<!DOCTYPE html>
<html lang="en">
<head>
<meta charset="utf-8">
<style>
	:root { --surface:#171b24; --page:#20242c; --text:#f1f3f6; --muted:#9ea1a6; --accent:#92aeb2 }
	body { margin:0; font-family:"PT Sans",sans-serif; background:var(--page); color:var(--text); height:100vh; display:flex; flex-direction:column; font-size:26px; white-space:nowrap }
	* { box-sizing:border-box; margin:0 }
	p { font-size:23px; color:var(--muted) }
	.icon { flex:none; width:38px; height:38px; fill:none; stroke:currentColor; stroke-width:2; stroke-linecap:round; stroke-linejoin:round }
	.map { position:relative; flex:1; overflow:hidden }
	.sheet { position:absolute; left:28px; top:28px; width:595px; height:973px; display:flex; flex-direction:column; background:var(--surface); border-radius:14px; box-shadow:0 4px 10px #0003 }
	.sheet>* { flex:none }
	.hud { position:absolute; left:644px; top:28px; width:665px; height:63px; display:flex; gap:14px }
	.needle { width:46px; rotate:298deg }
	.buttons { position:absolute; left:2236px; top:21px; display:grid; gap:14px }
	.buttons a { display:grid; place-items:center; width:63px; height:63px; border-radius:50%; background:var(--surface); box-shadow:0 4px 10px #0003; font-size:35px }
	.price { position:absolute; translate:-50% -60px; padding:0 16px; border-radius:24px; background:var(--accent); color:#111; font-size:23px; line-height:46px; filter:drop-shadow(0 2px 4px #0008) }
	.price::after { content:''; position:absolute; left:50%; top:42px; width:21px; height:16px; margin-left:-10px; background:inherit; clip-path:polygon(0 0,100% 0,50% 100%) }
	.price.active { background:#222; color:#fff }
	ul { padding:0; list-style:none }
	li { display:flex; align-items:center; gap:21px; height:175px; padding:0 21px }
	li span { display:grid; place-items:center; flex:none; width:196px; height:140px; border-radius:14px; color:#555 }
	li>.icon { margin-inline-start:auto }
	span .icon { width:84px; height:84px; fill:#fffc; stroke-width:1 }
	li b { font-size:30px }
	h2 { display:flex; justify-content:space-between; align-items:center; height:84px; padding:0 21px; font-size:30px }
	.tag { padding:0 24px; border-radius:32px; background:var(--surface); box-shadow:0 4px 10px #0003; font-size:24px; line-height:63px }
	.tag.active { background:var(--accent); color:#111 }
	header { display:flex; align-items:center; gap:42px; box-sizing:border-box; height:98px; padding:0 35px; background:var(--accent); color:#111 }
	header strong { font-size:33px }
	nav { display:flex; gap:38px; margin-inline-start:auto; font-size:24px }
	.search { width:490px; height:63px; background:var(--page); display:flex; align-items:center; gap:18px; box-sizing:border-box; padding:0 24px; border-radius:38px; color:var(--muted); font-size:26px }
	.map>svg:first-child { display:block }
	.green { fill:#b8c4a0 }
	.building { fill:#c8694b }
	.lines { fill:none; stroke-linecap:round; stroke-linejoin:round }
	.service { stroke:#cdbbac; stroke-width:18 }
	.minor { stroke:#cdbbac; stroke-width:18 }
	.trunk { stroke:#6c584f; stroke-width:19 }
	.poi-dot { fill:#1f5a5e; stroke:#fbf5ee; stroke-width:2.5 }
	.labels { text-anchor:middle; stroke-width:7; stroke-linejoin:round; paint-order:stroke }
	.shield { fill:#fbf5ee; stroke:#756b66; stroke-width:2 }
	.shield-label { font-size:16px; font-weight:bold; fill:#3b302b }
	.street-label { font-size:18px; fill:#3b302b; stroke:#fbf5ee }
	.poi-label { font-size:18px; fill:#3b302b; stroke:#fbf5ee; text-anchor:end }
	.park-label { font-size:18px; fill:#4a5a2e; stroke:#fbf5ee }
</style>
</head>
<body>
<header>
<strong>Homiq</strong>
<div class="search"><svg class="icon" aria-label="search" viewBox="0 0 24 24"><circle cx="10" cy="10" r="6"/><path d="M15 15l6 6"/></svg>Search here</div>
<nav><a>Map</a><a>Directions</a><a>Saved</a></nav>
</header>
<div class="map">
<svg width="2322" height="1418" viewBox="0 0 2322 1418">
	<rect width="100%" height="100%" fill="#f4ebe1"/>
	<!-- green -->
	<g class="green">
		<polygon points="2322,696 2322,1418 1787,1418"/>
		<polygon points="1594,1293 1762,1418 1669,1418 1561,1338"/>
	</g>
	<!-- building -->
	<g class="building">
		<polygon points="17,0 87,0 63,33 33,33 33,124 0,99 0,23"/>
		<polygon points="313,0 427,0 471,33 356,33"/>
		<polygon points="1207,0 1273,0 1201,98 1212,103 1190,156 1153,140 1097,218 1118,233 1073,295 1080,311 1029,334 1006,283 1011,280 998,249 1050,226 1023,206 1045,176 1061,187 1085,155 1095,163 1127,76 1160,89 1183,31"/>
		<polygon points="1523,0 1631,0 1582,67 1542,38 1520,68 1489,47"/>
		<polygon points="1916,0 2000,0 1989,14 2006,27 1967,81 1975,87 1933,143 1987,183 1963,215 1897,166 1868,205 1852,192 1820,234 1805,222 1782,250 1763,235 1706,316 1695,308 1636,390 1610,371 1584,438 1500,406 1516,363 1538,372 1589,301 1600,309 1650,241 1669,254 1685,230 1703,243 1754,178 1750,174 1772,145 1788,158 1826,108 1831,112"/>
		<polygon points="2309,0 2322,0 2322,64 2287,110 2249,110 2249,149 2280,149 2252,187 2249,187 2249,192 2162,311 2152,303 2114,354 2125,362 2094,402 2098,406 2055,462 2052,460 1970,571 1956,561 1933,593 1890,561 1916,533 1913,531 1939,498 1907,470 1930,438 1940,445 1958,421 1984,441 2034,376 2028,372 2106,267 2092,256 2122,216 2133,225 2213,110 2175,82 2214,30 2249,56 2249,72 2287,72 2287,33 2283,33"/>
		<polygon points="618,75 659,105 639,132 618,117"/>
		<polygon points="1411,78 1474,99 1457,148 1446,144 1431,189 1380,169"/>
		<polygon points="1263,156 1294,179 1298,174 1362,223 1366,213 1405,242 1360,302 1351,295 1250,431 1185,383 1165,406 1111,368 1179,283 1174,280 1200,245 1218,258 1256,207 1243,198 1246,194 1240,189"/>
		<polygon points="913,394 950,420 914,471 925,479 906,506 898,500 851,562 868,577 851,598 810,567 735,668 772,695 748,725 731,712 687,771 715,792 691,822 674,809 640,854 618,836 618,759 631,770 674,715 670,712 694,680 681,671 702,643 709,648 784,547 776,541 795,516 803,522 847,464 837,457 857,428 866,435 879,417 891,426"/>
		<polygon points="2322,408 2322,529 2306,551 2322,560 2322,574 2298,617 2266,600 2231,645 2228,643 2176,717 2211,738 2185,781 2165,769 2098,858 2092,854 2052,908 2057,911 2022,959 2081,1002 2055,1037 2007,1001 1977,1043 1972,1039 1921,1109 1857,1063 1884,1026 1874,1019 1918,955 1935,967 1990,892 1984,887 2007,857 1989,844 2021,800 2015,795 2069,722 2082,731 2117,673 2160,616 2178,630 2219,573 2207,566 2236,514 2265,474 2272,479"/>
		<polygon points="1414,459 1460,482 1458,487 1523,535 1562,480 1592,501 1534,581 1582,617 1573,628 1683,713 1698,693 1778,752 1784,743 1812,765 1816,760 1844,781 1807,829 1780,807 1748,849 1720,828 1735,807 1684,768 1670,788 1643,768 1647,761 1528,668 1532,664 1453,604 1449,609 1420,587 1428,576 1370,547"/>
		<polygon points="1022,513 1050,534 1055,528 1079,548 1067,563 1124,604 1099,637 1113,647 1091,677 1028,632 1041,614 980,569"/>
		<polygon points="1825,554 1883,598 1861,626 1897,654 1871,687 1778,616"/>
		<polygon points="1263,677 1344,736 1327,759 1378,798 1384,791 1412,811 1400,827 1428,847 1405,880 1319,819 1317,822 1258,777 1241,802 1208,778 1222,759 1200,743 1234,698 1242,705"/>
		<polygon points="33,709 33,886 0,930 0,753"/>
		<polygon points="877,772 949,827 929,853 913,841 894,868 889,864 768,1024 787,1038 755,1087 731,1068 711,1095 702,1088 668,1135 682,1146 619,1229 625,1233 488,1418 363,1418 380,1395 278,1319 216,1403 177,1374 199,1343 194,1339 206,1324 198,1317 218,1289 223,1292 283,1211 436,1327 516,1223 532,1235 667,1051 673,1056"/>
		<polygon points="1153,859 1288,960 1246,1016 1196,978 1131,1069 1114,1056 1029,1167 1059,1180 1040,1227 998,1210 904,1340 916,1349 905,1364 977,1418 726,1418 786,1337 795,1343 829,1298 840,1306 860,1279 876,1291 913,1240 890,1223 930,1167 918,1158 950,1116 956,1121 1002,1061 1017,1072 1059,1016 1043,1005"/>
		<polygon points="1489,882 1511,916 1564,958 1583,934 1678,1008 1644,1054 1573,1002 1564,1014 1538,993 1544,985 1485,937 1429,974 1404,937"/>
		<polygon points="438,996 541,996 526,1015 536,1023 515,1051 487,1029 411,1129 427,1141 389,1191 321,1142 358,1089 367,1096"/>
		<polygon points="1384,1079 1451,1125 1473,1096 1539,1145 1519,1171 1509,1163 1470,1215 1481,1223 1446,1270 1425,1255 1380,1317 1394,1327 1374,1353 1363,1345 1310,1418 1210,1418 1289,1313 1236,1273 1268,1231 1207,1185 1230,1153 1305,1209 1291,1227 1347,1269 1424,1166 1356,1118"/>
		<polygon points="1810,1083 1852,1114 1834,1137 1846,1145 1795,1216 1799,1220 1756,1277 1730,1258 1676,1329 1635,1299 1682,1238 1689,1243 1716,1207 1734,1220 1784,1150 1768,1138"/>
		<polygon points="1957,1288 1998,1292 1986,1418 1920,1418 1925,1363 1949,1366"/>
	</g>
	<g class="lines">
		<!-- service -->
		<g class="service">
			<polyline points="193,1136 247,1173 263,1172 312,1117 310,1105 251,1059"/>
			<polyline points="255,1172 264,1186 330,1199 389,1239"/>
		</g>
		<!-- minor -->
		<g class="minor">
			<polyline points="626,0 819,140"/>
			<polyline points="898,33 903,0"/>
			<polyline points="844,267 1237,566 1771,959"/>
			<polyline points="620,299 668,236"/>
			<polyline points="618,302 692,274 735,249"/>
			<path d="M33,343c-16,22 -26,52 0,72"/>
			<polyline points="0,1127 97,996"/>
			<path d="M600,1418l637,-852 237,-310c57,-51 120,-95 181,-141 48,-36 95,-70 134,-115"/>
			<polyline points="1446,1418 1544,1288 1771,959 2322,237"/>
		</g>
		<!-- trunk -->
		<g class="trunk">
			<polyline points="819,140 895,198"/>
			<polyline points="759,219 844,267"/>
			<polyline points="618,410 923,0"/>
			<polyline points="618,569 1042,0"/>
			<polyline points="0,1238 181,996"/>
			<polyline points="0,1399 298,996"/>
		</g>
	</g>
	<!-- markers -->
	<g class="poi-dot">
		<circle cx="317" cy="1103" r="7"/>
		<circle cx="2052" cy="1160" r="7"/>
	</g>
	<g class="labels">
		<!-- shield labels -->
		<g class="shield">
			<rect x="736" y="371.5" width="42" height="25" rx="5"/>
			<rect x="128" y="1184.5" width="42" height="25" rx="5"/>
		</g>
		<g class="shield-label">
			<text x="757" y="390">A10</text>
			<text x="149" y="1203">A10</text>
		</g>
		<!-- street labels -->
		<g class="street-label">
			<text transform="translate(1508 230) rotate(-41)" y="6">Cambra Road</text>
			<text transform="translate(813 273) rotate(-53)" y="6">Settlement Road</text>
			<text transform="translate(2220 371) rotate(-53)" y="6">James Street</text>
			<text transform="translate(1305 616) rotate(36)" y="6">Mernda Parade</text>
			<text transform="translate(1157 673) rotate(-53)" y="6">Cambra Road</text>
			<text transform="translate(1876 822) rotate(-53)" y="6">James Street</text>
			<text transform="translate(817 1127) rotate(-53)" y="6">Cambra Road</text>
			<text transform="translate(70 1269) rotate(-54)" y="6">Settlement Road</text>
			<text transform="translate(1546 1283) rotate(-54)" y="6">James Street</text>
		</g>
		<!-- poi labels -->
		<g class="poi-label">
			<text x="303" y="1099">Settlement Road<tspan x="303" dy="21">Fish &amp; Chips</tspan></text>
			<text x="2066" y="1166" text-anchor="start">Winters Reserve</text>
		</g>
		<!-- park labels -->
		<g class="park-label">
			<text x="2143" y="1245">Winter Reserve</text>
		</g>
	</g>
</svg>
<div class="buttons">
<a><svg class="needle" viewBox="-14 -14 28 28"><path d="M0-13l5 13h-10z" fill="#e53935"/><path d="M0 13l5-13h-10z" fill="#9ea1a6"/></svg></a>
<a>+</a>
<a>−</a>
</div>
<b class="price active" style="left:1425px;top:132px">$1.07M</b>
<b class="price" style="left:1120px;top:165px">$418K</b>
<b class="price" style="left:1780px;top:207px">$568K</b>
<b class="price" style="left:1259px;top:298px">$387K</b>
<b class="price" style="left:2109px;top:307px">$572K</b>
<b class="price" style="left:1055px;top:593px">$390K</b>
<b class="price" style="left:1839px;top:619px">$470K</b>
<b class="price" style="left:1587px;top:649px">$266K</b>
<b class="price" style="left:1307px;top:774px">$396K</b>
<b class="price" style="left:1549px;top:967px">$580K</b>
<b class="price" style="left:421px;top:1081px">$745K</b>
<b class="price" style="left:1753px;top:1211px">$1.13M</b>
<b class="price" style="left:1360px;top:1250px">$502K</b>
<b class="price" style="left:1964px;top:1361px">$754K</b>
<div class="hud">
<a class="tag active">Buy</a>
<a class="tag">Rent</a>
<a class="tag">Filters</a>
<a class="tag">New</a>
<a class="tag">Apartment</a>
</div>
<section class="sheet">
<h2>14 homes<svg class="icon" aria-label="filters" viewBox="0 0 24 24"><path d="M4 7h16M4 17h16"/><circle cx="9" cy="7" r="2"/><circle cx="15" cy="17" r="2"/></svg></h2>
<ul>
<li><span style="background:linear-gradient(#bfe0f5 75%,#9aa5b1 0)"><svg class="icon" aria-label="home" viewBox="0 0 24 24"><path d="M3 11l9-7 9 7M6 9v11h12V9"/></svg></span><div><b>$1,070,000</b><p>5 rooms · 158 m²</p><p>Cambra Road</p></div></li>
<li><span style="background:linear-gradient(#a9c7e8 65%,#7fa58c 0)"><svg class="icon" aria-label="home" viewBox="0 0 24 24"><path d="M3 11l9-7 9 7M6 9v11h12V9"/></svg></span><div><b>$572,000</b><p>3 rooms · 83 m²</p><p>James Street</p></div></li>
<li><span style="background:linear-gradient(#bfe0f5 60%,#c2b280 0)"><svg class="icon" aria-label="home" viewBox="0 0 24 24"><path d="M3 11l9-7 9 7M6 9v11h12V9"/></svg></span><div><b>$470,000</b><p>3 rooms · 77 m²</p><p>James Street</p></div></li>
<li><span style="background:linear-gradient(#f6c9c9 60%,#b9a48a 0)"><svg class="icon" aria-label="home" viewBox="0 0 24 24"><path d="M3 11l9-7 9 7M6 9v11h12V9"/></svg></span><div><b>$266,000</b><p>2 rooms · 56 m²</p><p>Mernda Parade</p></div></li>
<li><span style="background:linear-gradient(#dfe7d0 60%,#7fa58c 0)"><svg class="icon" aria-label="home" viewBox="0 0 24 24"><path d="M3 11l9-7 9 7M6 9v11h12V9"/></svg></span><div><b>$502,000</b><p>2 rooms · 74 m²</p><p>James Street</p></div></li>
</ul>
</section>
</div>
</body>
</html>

PROBLEM DESCRIPTION: Above are lines of data; count those that hold "buttons" and answer with the number only.

ANSWER SECTION: 3